[Saved data entries]
- - -
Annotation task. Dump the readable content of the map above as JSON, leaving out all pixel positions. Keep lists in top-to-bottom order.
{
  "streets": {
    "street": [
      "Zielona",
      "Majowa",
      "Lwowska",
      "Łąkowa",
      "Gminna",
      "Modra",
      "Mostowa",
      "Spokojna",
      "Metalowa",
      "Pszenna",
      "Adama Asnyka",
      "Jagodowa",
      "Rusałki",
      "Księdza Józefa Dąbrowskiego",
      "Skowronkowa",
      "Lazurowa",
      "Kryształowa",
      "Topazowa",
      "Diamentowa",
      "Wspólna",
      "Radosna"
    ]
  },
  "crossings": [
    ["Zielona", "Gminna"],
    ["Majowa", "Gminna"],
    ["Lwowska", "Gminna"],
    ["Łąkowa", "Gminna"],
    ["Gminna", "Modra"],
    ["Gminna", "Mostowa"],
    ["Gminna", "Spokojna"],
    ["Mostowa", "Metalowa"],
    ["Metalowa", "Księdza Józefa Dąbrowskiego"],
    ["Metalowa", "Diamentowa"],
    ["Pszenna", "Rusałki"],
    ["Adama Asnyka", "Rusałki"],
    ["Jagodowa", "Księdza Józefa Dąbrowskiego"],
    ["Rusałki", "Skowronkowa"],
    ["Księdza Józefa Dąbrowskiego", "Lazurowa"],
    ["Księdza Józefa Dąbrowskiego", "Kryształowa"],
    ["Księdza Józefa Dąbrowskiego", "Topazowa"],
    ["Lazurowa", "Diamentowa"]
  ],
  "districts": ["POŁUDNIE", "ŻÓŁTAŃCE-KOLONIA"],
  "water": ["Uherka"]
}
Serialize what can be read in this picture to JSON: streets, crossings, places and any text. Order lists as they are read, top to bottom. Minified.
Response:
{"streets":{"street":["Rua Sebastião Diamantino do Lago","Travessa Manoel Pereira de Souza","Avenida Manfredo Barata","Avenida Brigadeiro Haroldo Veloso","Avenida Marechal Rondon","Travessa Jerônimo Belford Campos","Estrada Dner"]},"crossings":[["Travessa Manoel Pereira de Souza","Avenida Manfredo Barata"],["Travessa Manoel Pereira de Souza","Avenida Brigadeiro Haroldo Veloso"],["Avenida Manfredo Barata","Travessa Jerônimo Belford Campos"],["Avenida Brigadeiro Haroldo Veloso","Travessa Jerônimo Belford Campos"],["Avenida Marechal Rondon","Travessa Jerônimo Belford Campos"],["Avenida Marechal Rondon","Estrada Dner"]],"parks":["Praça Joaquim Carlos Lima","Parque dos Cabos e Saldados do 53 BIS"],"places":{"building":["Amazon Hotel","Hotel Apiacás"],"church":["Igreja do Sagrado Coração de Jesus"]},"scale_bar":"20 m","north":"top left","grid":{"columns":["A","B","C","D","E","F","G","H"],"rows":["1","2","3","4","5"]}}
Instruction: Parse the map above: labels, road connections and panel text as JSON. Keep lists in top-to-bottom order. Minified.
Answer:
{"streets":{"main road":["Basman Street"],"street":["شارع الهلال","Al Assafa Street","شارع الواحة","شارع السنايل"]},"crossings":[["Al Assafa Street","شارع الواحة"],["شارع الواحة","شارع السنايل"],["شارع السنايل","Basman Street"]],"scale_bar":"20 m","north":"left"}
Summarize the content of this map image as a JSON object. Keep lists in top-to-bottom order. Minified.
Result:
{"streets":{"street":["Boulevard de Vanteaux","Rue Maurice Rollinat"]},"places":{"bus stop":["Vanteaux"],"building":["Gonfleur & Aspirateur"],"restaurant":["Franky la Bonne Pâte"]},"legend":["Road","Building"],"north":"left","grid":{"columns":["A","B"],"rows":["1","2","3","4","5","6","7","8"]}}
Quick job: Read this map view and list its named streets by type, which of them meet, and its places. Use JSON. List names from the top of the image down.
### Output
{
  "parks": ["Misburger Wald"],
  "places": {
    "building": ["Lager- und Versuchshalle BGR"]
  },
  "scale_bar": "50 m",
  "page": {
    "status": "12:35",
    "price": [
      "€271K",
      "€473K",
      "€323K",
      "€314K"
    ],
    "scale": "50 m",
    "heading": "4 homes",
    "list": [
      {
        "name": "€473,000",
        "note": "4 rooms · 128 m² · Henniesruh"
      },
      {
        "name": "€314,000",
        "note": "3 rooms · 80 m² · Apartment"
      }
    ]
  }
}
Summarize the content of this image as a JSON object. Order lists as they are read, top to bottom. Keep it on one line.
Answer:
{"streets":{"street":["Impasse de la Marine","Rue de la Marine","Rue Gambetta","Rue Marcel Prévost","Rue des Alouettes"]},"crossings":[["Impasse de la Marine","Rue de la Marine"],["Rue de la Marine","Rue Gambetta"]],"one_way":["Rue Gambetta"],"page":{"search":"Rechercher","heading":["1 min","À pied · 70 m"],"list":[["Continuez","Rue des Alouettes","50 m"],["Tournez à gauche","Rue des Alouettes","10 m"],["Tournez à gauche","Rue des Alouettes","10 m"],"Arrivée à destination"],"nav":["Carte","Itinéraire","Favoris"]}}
- - -
» **Problem requirements**:
Please write out all of the records above, character for character.

» **Finished exercise**:
Annotation task. Dump the readable content of the map above as JSON, leaving out all pixel positions. Keep lists in top-to-bottom order.
{
  "streets": {
    "street": [
      "Zielona",
      "Majowa",
      "Lwowska",
      "Łąkowa",
      "Gminna",
      "Modra",
      "Mostowa",
      "Spokojna",
      "Metalowa",
      "Pszenna",
      "Adama Asnyka",
      "Jagodowa",
      "Rusałki",
      "Księdza Józefa Dąbrowskiego",
      "Skowronkowa",
      "Lazurowa",
      "Kryształowa",
      "Topazowa",
      "Diamentowa",
      "Wspólna",
      "Radosna"
    ]
  },
  "crossings": [
    ["Zielona", "Gminna"],
    ["Majowa", "Gminna"],
    ["Lwowska", "Gminna"],
    ["Łąkowa", "Gminna"],
    ["Gminna", "Modra"],
    ["Gminna", "Mostowa"],
    ["Gminna", "Spokojna"],
    ["Mostowa", "Metalowa"],
    ["Metalowa", "Księdza Józefa Dąbrowskiego"],
    ["Metalowa", "Diamentowa"],
    ["Pszenna", "Rusałki"],
    ["Adama Asnyka", "Rusałki"],
    ["Jagodowa", "Księdza Józefa Dąbrowskiego"],
    ["Rusałki", "Skowronkowa"],
    ["Księdza Józefa Dąbrowskiego", "Lazurowa"],
    ["Księdza Józefa Dąbrowskiego", "Kryształowa"],
    ["Księdza Józefa Dąbrowskiego", "Topazowa"],
    ["Lazurowa", "Diamentowa"]
  ],
  "districts": ["POŁUDNIE", "ŻÓŁTAŃCE-KOLONIA"],
  "water": ["Uherka"]
}
Serialize what can be read in this picture to JSON: streets, crossings, places and any text. Order lists as they are read, top to bottom. Minified.
Response:
{"streets":{"street":["Rua Sebastião Diamantino do Lago","Travessa Manoel Pereira de Souza","Avenida Manfredo Barata","Avenida Brigadeiro Haroldo Veloso","Avenida Marechal Rondon","Travessa Jerônimo Belford Campos","Estrada Dner"]},"crossings":[["Travessa Manoel Pereira de Souza","Avenida Manfredo Barata"],["Travessa Manoel Pereira de Souza","Avenida Brigadeiro Haroldo Veloso"],["Avenida Manfredo Barata","Travessa Jerônimo Belford Campos"],["Avenida Brigadeiro Haroldo Veloso","Travessa Jerônimo Belford Campos"],["Avenida Marechal Rondon","Travessa Jerônimo Belford Campos"],["Avenida Marechal Rondon","Estrada Dner"]],"parks":["Praça Joaquim Carlos Lima","Parque dos Cabos e Saldados do 53 BIS"],"places":{"building":["Amazon Hotel","Hotel Apiacás"],"church":["Igreja do Sagrado Coração de Jesus"]},"scale_bar":"20 m","north":"top left","grid":{"columns":["A","B","C","D","E","F","G","H"],"rows":["1","2","3","4","5"]}}
Instruction: Parse the map above: labels, road connections and panel text as JSON. Keep lists in top-to-bottom order. Minified.
Answer:
{"streets":{"main road":["Basman Street"],"street":["شارع الهلال","Al Assafa Street","شارع الواحة","شارع السنايل"]},"crossings":[["Al Assafa Street","شارع الواحة"],["شارع الواحة","شارع السنايل"],["شارع السنايل","Basman Street"]],"scale_bar":"20 m","north":"left"}
Summarize the content of this map image as a JSON object. Keep lists in top-to-bottom order. Minified.
Result:
{"streets":{"street":["Boulevard de Vanteaux","Rue Maurice Rollinat"]},"places":{"bus stop":["Vanteaux"],"building":["Gonfleur & Aspirateur"],"restaurant":["Franky la Bonne Pâte"]},"legend":["Road","Building"],"north":"left","grid":{"columns":["A","B"],"rows":["1","2","3","4","5","6","7","8"]}}
Quick job: Read this map view and list its named streets by type, which of them meet, and its places. Use JSON. List names from the top of the image down.
### Output
{
  "parks": ["Misburger Wald"],
  "places": {
    "building": ["Lager- und Versuchshalle BGR"]
  },
  "scale_bar": "50 m",
  "page": {
    "status": "12:35",
    "price": [
      "€271K",
      "€473K",
      "€323K",
      "€314K"
    ],
    "scale": "50 m",
    "heading": "4 homes",
    "list": [
      {
        "name": "€473,000",
        "note": "4 rooms · 128 m² · Henniesruh"
      },
      {
        "name": "€314,000",
        "note": "3 rooms · 80 m² · Apartment"
      }
    ]
  }
}
Summarize the content of this image as a JSON object. Order lists as they are read, top to bottom. Keep it on one line.
Answer:
{"streets":{"street":["Impasse de la Marine","Rue de la Marine","Rue Gambetta","Rue Marcel Prévost","Rue des Alouettes"]},"crossings":[["Impasse de la Marine","Rue de la Marine"],["Rue de la Marine","Rue Gambetta"]],"one_way":["Rue Gambetta"],"page":{"search":"Rechercher","heading":["1 min","À pied · 70 m"],"list":[["Continuez","Rue des Alouettes","50 m"],["Tournez à gauche","Rue des Alouettes","10 m"],["Tournez à gauche","Rue des Alouettes","10 m"],"Arrivée à destination"],"nav":["Carte","Itinéraire","Favoris"]}}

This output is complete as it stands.